Dataset Overview¶
The Complete Journey dataset provides a comprehensive view of grocery shopping behavior through eight interconnected datasets. This guide details each dataset's structure, key variables, and important considerations.
⚠️ Educational Data Notice
This package contains simulated data for educational purposes only. The data structure is based on real grocery shopping patterns, but all transaction records, household information, and shopping behaviors are artificially generated. This data is intended for learning data analysis techniques, not for research or commercial applications.
# Import required libraries and load data
import pandas as pd
import numpy as np
from completejourney_py import get_data
# Set display options for better output
pd.set_option('display.max_columns', None)
pd.set_option('display.width', None)
# Load all datasets
print("Loading Complete Journey datasets...")
data = get_data()
print(f"✅ Loaded {len(data)} datasets successfully!")
print(f"Available datasets: {list(data.keys())}")
Loading Complete Journey datasets... ✅ Loaded 8 datasets successfully! Available datasets: ['campaign_descriptions', 'coupons', 'promotions', 'campaigns', 'demographics', 'transactions', 'coupon_redemptions', 'products']
Core Transaction Data¶
Transactions¶
The heart of the Complete Journey dataset, containing individual product purchases from real grocery shopping trips. Each record represents a single product purchase within a shopping basket, capturing the complete transaction history including pricing, discounts, and timing.
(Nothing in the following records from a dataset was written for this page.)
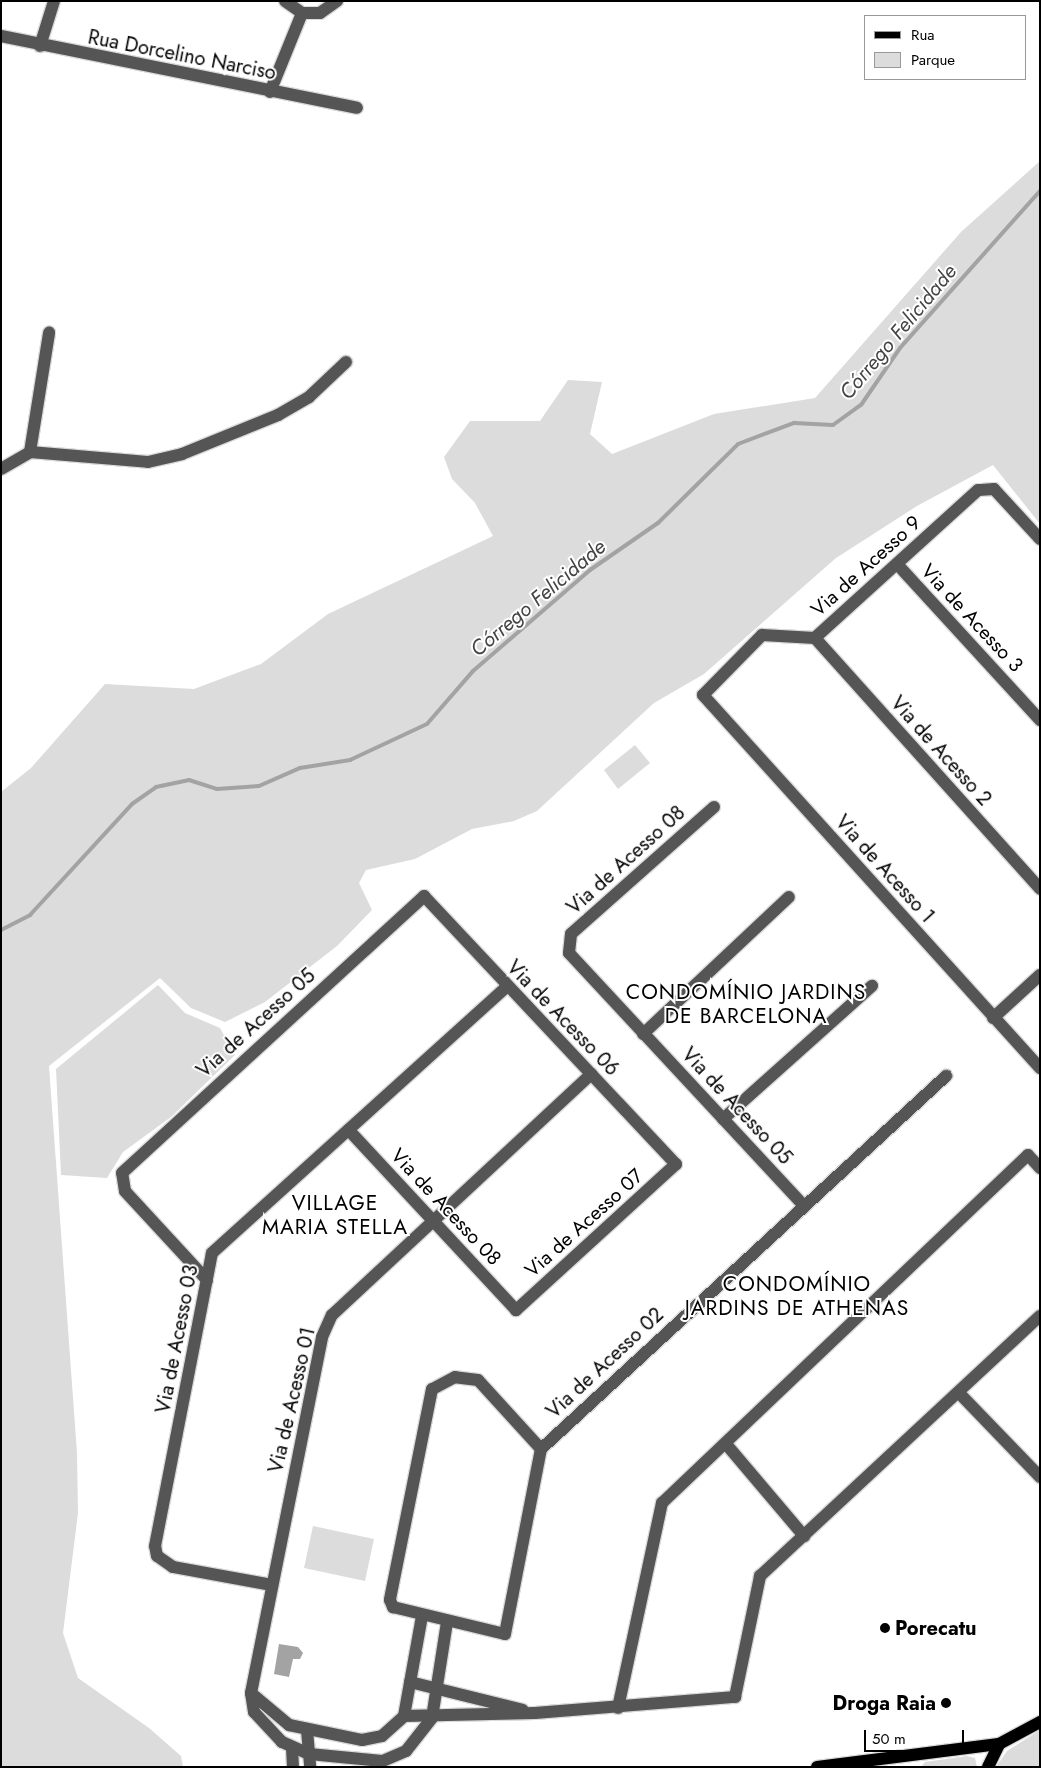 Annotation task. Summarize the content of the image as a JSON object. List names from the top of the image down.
{
  "streets": {
    "street": [
      "Rua Dorcelino Narciso",
      "Via de Acesso 9",
      "Via de Acesso 3",
      "Via de Acesso 2",
      "Via de Acesso 08",
      "Via de Acesso 1",
      "Via de Acesso 06",
      "Via de Acesso 05",
      "Via de Acesso 07",
      "Via de Acesso 03",
      "Via de Acesso 02",
      "Via de Acesso 01"
    ]
  },
  "crossings": [
    ["Via de Acesso 9", "Via de Acesso 3"],
    ["Via de Acesso 9", "Via de Acesso 2"],
    ["Via de Acesso 9", "Via de Acesso 1"],
    ["Via de Acesso 08", "Via de Acesso 05"],
    ["Via de Acesso 08", "Via de Acesso 07"],
    ["Via de Acesso 08", "Via de Acesso 03"],
    ["Via de Acesso 08", "Via de Acesso 01"],
    ["Via de Acesso 06", "Via de Acesso 05"],
    ["Via de Acesso 06", "Via de Acesso 07"],
    ["Via de Acesso 06", "Via de Acesso 03"],
    ["Via de Acesso 06", "Via de Acesso 01"],
    ["Via de Acesso 05", "Via de Acesso 03"],
    ["Via de Acesso 05", "Via de Acesso 02"],
    ["Via de Acesso 03", "Via de Acesso 01"]
  ],
  "districts": ["CONDOMÍNIO JARDINS DE BARCELONA", "VILLAGE MARIA STELLA", "CONDOMÍNIO JARDINS DE ATHENAS"],
  "water": ["Córrego Felicidade"],
  "places": ["Porecatu", "Droga Raia"],
  "legend": ["Rua", "Parque"],
  "scale_bar": "50 m"
} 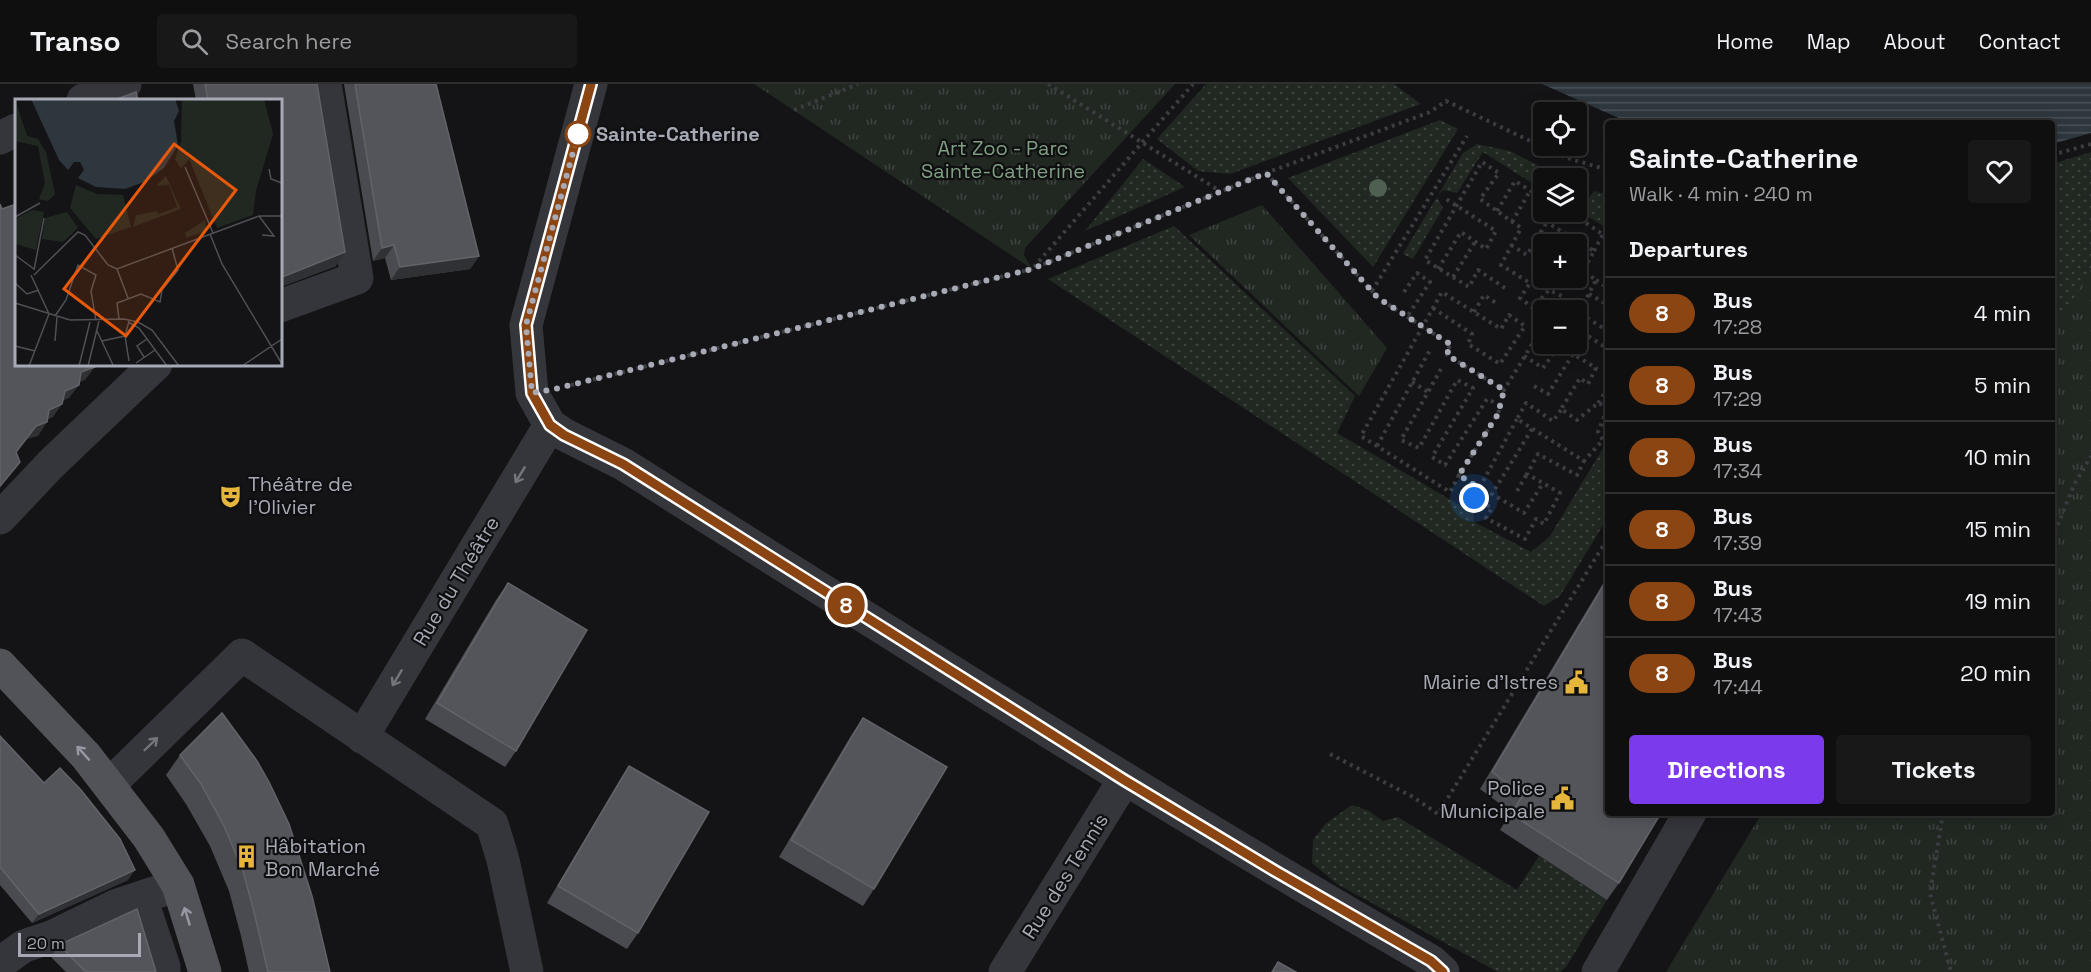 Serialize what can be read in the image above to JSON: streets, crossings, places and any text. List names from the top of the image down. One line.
{"streets":{"street":["Rue du Théâtre","Rue des Tennis"]},"one_way":["Rue du Théâtre"],"parks":["Art Zoo - Parc Sainte-Catherine"],"places":{"other":["Sainte-Catherine"],"theatre":["Théâtre de l'Olivier"],"public building":["Mairie d'Istres","Police Municipale"],"building":["Hâbitation Bon Marché"]},"lines":["bus line 8"],"scale_bar":"20 m","page":{"header":"Transo","search":"Search here","nav":["Home","Map","About","Contact"],"on_map":"8","map_buttons":["+","−"],"heading":[["Sainte-Catherine","Walk · 4 min · 240 m"],"Departures"],"list":[{"mark":"8","name":"Bus","note":"17:28","value":"4 min"},{"mark":"8","name":"Bus","note":"17:29","value":"5 min"},{"mark":"8","name":"Bus","note":"17:34","value":"10 min"},{"mark":"8","name":"Bus","note":"17:39","value":"15 min"},{"mark":"8","name":"Bus","note":"17:43","value":"19 min"},{"mark":"8","name":"Bus","note":"17:44","value":"20 min"}],"buttons":["Directions","Tickets"],"scale":"20 m"}} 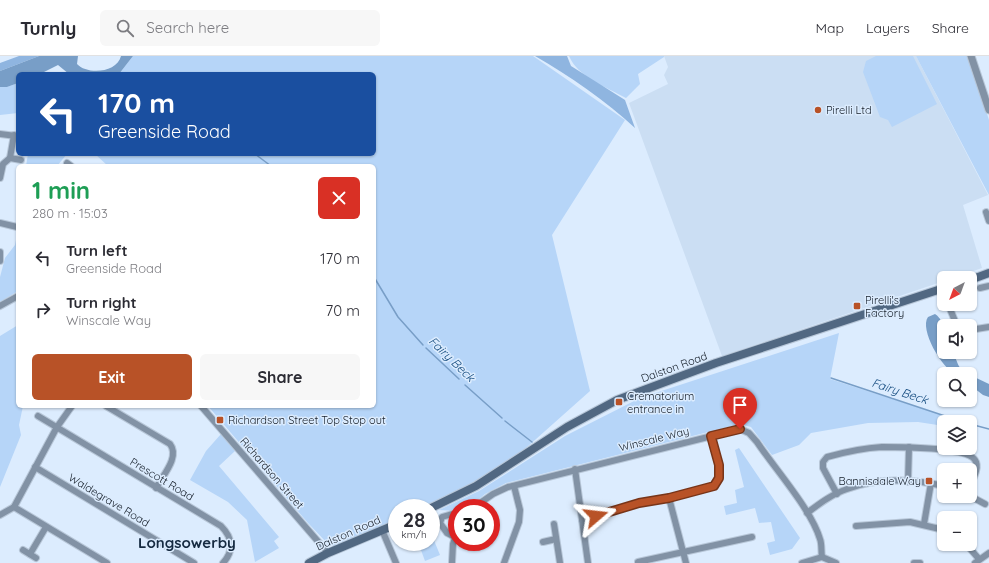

📝 Understanding Sales Value
The
sales_valuevariable represents the amount of dollars received by the retailer on the sale of the specific product, taking the coupon match and loyalty card discount into account. It is not the actual price paid by the customer. If a customer uses a coupon, the actual price paid will be less than thesales_valuebecause the manufacturer issuing the coupon will reimburse the retailer for the amount of the coupon.To calculate actual product prices, use these formulas:
- Loyalty card price = (
sales_value- (retail_disc+coupon_match_disc)) /quantity- Non-loyalty card price = (
sales_value-coupon_match_disc) /quantity
Dataset Size: 1,469,307 records representing individual product purchases
# Load and examine transactions dataset structure
transactions = data["transactions"]
print("=== TRANSACTIONS DATASET ===")
print(f"Shape: {transactions.shape}")
print(f"\nSample data (first 5 rows):")
display(transactions.head())
=== TRANSACTIONS DATASET === Shape: (1469307, 11) Sample data (first 5 rows):
| household_id | store_id | basket_id | product_id | quantity | sales_value | retail_disc | coupon_disc | coupon_match_disc | week | transaction_timestamp | |
|---|---|---|---|---|---|---|---|---|---|---|---|
| 0 | 900 | 330 | 31198570044 | 1095275 | 1 | 0.50 | 0.00 | 0.0 | 0.0 | 1 | 2017-01-01 11:53:26 |
| 1 | 900 | 330 | 31198570047 | 9878513 | 1 | 0.99 | 0.10 | 0.0 | 0.0 | 1 | 2017-01-01 12:10:28 |
| 2 | 1228 | 406 | 31198655051 | 1041453 | 1 | 1.43 | 0.15 | 0.0 | 0.0 | 1 | 2017-01-01 12:26:30 |
| 3 | 906 | 319 | 31198705046 | 1020156 | 1 | 1.50 | 0.29 | 0.0 | 0.0 | 1 | 2017-01-01 12:30:27 |
| 4 | 906 | 319 | 31198705046 | 1053875 | 2 | 2.78 | 0.80 | 0.0 | 0.0 | 1 | 2017-01-01 12:30:27 |
Key Variables:
| Column | Data Type | Description |
|---|---|---|
household_id |
int64 | Household identifier |
store_id |
int64 | Store location identifier |
basket_id |
int64 | Unique shopping trip identifier |
product_id |
int64 | Product identifier |
quantity |
int64 | Number of items purchased |
sales_value |
float64 | Dollar amount received by retailer |
retail_disc |
float64 | Retail discount applied |
coupon_disc |
float64 | Coupon discount applied |
coupon_match_disc |
float64 | Coupon match discount |
week |
int64 | Week number (1-53) |
transaction_timestamp |
datetime64[ns] | Date and time of purchase |
Common Use Cases:
- Market basket analysis
- Customer lifetime value calculation
- Shopping frequency analysis
- Seasonal trend identification
- Price elasticity studies
Demographics¶
Comprehensive household-level demographic profiles that enable sophisticated customer segmentation and behavioral analysis. This dataset captures key socioeconomic indicators including age, income, family composition, and homeownership status.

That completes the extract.